# BRIEF:
Which lines of the data below contain "bottom"? Please show them all.
Start of SUPPLIED DATA
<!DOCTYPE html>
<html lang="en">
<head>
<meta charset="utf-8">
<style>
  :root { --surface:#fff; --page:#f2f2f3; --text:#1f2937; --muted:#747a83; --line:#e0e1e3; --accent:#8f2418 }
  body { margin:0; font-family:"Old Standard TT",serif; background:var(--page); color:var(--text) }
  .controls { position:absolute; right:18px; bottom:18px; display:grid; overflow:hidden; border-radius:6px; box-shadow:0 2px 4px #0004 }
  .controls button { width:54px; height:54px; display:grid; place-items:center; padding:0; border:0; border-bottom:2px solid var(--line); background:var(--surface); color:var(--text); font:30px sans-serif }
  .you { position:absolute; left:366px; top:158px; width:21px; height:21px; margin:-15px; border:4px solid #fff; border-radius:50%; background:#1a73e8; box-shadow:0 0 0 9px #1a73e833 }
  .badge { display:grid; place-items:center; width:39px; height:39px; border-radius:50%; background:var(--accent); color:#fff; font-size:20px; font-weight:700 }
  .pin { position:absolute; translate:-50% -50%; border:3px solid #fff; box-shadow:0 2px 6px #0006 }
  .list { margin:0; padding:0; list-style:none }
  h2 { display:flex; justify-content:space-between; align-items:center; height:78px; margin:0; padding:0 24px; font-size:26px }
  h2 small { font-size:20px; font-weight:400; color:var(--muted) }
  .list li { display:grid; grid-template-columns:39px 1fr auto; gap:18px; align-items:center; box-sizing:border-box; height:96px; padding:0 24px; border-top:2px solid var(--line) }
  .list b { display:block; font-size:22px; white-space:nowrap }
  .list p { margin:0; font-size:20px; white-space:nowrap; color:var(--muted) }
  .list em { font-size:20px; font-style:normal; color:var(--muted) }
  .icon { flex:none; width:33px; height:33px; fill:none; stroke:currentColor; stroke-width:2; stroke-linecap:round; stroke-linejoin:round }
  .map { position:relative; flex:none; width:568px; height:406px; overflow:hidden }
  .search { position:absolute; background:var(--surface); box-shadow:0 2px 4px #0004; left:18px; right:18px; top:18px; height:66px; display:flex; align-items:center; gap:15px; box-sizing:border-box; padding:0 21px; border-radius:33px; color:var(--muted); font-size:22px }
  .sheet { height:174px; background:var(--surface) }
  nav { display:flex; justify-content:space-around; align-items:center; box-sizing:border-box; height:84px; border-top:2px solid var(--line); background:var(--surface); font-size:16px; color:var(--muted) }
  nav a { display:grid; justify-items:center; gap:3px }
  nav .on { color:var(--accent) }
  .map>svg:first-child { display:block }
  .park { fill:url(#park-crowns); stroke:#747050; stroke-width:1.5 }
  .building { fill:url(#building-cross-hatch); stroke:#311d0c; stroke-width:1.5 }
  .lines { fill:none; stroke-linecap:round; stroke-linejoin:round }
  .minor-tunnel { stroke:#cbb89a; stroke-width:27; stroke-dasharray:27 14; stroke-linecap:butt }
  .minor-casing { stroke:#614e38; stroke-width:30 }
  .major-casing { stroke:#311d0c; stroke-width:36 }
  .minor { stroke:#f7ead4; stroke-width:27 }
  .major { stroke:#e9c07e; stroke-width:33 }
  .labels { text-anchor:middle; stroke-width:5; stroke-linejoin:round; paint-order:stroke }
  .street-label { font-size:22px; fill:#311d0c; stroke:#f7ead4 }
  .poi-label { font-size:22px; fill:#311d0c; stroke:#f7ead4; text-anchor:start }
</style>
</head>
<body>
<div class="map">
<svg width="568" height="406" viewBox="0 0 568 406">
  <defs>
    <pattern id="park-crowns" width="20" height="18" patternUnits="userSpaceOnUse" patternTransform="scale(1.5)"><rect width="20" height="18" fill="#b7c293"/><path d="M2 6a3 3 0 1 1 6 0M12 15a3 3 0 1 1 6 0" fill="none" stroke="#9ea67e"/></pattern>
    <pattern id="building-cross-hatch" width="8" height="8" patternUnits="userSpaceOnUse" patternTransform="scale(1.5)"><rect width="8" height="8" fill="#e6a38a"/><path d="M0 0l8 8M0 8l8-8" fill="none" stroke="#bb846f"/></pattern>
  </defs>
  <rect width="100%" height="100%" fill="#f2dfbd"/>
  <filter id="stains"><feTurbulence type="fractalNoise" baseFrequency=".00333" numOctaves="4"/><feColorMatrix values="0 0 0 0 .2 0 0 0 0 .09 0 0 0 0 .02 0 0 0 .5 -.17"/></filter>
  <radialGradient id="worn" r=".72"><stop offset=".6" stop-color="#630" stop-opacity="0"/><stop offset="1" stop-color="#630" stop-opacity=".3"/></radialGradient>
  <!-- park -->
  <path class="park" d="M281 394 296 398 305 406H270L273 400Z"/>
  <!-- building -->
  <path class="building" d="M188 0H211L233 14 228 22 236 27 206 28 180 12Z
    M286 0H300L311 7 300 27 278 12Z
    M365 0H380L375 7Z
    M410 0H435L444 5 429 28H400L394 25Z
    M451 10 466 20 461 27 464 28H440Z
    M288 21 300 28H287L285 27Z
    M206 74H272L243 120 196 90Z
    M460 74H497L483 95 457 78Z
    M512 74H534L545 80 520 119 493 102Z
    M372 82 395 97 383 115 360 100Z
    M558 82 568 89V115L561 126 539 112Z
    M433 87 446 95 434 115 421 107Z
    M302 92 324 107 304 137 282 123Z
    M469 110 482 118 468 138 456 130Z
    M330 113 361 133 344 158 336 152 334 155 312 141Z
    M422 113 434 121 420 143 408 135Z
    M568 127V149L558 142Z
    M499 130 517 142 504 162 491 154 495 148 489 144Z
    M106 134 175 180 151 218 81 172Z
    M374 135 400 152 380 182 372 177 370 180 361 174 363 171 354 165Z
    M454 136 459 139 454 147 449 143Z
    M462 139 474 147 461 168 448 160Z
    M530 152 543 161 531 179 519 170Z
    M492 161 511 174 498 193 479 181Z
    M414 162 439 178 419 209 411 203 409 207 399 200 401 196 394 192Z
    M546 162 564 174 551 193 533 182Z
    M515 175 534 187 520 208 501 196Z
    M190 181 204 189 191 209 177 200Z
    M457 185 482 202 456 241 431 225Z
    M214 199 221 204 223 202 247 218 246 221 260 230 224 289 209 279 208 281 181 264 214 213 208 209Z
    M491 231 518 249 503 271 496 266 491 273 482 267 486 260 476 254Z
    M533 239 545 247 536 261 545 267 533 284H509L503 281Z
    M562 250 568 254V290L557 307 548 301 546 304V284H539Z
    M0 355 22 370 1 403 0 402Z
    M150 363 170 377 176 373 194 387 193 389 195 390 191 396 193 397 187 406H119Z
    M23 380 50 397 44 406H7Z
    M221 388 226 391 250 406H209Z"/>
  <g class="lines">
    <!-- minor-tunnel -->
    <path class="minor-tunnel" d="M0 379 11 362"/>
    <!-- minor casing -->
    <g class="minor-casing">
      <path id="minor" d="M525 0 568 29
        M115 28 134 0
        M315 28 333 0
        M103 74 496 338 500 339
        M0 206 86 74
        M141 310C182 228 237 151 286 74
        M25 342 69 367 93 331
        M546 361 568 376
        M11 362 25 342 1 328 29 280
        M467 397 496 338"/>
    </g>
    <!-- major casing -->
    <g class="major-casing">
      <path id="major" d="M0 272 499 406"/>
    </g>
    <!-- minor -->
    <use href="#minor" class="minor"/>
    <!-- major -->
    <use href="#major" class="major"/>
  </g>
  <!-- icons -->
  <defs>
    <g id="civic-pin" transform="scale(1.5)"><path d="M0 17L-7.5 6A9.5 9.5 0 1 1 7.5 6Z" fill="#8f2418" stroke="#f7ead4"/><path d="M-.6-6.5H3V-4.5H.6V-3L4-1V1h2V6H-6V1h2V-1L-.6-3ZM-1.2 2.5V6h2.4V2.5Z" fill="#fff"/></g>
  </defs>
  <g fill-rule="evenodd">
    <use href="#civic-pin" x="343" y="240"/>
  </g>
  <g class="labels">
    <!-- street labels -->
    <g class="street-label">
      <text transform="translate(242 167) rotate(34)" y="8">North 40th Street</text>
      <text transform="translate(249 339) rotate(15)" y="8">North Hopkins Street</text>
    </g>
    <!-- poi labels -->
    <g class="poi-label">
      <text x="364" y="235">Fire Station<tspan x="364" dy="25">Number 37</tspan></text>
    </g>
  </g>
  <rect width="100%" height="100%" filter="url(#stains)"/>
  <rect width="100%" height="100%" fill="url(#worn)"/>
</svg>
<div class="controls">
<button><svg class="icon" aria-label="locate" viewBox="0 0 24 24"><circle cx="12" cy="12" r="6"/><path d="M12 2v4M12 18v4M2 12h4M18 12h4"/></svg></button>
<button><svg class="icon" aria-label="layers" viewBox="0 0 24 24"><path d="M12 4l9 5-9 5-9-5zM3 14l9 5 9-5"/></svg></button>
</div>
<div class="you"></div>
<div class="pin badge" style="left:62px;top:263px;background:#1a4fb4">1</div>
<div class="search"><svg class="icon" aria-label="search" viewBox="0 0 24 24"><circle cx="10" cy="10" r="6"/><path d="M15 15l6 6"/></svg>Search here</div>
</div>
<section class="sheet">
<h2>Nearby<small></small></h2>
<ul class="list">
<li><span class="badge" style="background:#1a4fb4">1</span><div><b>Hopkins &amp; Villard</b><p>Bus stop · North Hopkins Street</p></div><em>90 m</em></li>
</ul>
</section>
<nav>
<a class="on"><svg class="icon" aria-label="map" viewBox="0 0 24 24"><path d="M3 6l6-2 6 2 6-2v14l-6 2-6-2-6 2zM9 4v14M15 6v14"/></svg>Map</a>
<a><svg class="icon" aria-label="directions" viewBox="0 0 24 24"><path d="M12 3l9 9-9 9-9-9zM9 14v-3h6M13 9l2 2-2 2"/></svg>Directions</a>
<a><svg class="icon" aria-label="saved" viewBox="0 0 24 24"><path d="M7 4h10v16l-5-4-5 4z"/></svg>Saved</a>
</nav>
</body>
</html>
End of SUPPLIED DATA
Start of SUPPLIED DATA
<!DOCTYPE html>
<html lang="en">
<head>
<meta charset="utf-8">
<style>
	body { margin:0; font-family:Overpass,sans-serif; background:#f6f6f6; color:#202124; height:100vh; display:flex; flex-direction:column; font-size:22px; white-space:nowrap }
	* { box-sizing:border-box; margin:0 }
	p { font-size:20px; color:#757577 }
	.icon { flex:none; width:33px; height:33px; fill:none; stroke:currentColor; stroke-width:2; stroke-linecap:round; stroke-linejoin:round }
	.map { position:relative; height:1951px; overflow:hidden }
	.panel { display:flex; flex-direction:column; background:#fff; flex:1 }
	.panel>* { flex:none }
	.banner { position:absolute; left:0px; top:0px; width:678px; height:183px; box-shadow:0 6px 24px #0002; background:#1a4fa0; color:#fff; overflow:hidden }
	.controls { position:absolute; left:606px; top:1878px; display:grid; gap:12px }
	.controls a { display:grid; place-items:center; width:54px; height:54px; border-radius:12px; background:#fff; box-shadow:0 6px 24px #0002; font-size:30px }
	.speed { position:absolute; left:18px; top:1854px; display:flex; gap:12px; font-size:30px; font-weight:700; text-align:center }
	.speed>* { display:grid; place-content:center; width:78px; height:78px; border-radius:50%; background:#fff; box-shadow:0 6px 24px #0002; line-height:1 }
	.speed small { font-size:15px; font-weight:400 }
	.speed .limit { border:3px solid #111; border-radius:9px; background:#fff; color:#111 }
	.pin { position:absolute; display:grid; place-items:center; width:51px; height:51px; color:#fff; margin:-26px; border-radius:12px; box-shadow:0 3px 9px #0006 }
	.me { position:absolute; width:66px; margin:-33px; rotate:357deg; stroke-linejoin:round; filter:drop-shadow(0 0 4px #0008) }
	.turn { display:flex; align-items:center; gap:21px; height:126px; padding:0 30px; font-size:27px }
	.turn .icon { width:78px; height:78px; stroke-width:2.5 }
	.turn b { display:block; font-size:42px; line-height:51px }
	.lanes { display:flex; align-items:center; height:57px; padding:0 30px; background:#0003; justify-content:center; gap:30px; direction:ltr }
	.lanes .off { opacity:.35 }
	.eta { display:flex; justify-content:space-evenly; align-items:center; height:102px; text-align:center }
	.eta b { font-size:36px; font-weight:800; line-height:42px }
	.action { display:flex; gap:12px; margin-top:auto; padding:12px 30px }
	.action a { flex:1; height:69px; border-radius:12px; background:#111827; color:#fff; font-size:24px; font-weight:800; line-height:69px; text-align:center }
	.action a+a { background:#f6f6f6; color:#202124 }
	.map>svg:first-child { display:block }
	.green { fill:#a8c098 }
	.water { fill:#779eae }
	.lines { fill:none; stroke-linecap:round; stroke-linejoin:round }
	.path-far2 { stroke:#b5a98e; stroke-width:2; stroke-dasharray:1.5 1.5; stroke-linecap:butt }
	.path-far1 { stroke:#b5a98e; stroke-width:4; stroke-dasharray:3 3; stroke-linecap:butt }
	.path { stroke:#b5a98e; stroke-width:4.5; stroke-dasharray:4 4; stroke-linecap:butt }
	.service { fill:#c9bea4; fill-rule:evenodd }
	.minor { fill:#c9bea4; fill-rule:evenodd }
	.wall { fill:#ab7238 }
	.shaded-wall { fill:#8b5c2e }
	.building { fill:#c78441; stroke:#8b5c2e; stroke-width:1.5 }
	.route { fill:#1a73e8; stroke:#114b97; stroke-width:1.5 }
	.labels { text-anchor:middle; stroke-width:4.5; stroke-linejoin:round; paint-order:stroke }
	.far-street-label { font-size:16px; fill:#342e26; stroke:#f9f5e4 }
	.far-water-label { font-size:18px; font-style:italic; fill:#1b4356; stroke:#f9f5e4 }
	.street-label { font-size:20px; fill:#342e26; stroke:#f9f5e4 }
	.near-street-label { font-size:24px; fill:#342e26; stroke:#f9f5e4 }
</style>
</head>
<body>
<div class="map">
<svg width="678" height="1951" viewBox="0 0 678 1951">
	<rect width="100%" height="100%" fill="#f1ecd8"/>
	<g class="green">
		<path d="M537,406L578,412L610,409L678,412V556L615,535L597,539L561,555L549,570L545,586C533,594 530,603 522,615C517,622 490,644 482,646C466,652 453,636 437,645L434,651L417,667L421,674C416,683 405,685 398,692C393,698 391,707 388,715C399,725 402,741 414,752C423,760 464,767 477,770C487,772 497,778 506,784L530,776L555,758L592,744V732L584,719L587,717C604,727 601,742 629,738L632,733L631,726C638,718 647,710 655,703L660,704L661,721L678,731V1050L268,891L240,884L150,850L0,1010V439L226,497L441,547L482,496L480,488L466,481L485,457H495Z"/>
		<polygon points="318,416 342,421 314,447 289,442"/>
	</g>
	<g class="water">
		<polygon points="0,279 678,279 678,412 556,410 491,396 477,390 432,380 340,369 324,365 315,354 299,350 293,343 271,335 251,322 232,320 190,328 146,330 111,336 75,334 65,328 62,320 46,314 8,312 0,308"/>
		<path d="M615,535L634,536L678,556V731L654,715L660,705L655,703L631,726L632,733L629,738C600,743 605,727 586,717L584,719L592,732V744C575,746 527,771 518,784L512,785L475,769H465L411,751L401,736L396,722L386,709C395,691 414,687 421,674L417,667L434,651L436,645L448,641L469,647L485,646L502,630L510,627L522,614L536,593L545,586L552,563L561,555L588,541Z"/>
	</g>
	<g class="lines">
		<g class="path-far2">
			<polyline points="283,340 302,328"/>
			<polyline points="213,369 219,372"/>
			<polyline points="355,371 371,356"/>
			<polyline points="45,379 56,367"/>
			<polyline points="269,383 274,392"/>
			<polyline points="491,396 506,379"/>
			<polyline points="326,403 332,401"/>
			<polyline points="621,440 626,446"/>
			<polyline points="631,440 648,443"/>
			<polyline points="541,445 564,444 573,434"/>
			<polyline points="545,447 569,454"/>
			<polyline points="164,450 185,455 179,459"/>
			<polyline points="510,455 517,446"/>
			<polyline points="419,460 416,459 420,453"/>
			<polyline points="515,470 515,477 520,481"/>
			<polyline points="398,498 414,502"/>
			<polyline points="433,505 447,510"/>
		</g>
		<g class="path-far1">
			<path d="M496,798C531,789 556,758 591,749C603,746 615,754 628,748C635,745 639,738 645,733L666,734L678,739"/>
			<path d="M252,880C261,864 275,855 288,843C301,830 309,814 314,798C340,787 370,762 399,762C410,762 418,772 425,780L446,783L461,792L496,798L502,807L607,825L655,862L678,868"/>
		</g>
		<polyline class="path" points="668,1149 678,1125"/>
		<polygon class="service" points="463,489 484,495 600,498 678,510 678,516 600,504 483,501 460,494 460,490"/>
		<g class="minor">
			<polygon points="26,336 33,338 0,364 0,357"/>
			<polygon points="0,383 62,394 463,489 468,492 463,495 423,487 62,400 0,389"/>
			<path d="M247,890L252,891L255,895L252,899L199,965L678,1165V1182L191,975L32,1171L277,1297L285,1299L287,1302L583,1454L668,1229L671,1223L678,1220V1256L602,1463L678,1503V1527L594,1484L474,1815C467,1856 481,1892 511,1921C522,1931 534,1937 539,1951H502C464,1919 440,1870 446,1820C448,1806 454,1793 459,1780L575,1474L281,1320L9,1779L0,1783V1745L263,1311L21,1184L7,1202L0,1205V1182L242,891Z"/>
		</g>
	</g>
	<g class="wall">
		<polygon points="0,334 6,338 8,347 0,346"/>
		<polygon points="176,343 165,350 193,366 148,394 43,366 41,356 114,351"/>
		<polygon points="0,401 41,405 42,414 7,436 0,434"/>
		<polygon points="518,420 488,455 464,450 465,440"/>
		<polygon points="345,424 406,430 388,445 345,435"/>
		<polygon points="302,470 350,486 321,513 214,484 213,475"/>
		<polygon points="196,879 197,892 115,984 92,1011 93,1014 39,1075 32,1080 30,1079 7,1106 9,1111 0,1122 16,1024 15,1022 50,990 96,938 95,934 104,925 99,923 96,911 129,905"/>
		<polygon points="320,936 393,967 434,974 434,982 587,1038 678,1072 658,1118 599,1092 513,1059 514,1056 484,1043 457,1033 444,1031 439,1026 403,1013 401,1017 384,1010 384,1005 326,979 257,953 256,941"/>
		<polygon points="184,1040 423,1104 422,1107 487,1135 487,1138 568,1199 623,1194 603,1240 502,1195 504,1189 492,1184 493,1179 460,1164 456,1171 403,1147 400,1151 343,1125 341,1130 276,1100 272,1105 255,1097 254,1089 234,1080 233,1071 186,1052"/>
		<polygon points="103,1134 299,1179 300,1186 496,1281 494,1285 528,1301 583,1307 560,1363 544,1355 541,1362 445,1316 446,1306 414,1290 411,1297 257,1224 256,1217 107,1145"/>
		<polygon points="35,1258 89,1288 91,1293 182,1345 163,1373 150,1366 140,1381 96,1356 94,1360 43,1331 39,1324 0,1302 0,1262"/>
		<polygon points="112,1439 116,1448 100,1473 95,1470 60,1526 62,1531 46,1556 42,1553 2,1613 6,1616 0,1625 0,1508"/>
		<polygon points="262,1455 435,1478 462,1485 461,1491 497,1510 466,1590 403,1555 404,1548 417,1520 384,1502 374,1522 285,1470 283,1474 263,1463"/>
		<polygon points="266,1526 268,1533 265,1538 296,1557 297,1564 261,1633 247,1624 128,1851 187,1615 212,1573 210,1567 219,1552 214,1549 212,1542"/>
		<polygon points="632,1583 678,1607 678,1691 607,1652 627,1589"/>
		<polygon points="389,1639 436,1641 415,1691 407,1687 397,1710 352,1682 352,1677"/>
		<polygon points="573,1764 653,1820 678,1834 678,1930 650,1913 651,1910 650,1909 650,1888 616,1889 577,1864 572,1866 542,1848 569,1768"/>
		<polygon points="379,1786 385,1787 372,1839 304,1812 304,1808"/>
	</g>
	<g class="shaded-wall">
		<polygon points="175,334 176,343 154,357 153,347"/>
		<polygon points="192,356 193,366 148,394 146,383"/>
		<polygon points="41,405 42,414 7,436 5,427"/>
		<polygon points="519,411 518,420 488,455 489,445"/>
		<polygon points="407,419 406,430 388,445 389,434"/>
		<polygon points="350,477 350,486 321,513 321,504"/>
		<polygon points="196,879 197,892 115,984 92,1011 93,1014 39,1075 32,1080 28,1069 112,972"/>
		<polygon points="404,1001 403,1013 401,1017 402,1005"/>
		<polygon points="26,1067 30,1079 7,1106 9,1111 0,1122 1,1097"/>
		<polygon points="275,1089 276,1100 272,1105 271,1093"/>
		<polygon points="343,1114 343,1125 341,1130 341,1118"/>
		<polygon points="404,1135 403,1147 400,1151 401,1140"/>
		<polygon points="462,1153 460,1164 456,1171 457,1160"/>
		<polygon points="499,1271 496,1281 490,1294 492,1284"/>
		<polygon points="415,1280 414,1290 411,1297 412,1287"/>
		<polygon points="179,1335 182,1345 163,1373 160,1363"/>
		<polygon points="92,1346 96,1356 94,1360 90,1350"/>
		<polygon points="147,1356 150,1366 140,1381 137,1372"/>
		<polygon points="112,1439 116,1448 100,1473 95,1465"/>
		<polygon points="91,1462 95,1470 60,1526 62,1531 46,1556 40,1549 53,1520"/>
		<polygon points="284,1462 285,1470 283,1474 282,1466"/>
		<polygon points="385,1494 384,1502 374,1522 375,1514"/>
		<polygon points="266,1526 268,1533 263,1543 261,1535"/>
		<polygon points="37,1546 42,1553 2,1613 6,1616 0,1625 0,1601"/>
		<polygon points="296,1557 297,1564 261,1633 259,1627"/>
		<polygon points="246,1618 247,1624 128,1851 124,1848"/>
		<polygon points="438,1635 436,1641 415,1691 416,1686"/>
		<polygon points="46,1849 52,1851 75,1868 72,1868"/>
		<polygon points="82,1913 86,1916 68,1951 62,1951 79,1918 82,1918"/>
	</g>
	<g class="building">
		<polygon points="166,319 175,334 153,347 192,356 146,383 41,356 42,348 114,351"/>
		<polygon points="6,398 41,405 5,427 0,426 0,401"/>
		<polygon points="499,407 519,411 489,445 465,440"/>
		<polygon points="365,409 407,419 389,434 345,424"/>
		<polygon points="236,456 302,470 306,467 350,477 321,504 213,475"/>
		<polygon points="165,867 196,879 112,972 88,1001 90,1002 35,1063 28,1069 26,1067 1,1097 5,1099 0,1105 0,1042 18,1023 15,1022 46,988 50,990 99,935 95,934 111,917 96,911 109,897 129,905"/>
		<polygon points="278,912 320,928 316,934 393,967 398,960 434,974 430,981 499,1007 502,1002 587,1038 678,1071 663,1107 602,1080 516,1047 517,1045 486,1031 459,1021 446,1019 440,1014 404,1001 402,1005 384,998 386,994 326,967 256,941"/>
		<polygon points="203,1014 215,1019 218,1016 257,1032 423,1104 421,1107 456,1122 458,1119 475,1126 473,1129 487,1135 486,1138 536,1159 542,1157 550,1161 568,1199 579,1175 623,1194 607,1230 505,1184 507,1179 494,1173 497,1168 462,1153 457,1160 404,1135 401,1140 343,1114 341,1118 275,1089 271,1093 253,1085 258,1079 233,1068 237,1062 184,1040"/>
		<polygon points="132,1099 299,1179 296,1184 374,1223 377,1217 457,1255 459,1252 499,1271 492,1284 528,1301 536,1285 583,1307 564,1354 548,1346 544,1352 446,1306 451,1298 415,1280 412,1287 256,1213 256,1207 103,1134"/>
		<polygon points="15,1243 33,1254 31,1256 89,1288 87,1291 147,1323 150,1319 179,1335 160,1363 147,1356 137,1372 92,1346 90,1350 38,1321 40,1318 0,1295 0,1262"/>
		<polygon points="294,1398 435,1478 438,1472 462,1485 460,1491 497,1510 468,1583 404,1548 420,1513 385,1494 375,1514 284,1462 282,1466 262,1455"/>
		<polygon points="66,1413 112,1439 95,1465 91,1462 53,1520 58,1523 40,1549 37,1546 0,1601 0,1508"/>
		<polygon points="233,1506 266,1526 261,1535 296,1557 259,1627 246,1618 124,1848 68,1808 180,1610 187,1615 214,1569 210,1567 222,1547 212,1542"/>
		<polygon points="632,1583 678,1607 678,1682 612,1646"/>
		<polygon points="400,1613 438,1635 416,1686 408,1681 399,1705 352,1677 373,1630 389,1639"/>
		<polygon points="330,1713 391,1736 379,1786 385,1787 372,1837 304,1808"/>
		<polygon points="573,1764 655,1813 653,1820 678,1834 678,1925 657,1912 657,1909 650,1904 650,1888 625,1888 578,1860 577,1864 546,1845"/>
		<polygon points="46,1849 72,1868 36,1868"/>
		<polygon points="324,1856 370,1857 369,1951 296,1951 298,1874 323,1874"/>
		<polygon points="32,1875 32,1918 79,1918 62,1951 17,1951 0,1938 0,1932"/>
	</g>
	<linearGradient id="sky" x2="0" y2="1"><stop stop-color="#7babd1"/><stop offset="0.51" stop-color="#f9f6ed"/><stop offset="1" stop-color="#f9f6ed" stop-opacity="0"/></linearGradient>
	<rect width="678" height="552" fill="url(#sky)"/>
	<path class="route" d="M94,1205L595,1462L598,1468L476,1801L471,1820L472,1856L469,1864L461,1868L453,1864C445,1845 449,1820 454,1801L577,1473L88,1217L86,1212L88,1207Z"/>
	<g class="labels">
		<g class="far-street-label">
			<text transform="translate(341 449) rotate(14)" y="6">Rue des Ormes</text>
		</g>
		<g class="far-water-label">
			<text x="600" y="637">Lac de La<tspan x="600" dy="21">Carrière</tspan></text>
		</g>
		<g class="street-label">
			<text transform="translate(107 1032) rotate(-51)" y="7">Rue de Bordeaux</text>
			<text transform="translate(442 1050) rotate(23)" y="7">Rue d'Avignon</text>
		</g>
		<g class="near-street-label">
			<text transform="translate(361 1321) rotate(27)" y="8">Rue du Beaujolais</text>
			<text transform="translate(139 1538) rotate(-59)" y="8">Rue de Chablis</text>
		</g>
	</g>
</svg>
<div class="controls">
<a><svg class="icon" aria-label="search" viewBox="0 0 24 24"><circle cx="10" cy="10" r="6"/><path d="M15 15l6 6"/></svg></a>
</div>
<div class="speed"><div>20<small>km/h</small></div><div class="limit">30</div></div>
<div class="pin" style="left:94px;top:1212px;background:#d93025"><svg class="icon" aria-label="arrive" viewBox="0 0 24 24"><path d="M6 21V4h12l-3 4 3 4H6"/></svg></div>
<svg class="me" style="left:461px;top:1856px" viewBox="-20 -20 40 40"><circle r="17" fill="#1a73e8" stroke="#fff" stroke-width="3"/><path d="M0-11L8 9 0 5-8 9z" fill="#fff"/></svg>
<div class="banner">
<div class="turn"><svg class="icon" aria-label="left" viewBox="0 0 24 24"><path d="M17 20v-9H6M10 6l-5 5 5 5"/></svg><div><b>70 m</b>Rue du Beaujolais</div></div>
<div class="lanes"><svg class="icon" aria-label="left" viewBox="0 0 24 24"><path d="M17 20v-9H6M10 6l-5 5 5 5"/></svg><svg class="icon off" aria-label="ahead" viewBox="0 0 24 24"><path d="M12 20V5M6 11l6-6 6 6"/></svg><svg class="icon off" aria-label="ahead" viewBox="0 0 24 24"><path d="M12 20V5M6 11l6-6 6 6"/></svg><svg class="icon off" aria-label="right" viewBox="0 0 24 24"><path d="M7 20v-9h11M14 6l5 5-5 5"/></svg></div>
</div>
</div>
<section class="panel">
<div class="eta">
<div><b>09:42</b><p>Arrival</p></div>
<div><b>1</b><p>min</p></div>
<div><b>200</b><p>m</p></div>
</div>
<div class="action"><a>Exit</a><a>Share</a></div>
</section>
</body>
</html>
End of SUPPLIED DATA
# SOLVED EXERCISE:
  .controls { position:absolute; right:18px; bottom:18px; display:grid; overflow:hidden; border-radius:6px; box-shadow:0 2px 4px #0004 }
  .controls button { width:54px; height:54px; display:grid; place-items:center; padding:0; border:0; border-bottom:2px solid var(--line); background:var(--surface); color:var(--text); font:30px sans-serif }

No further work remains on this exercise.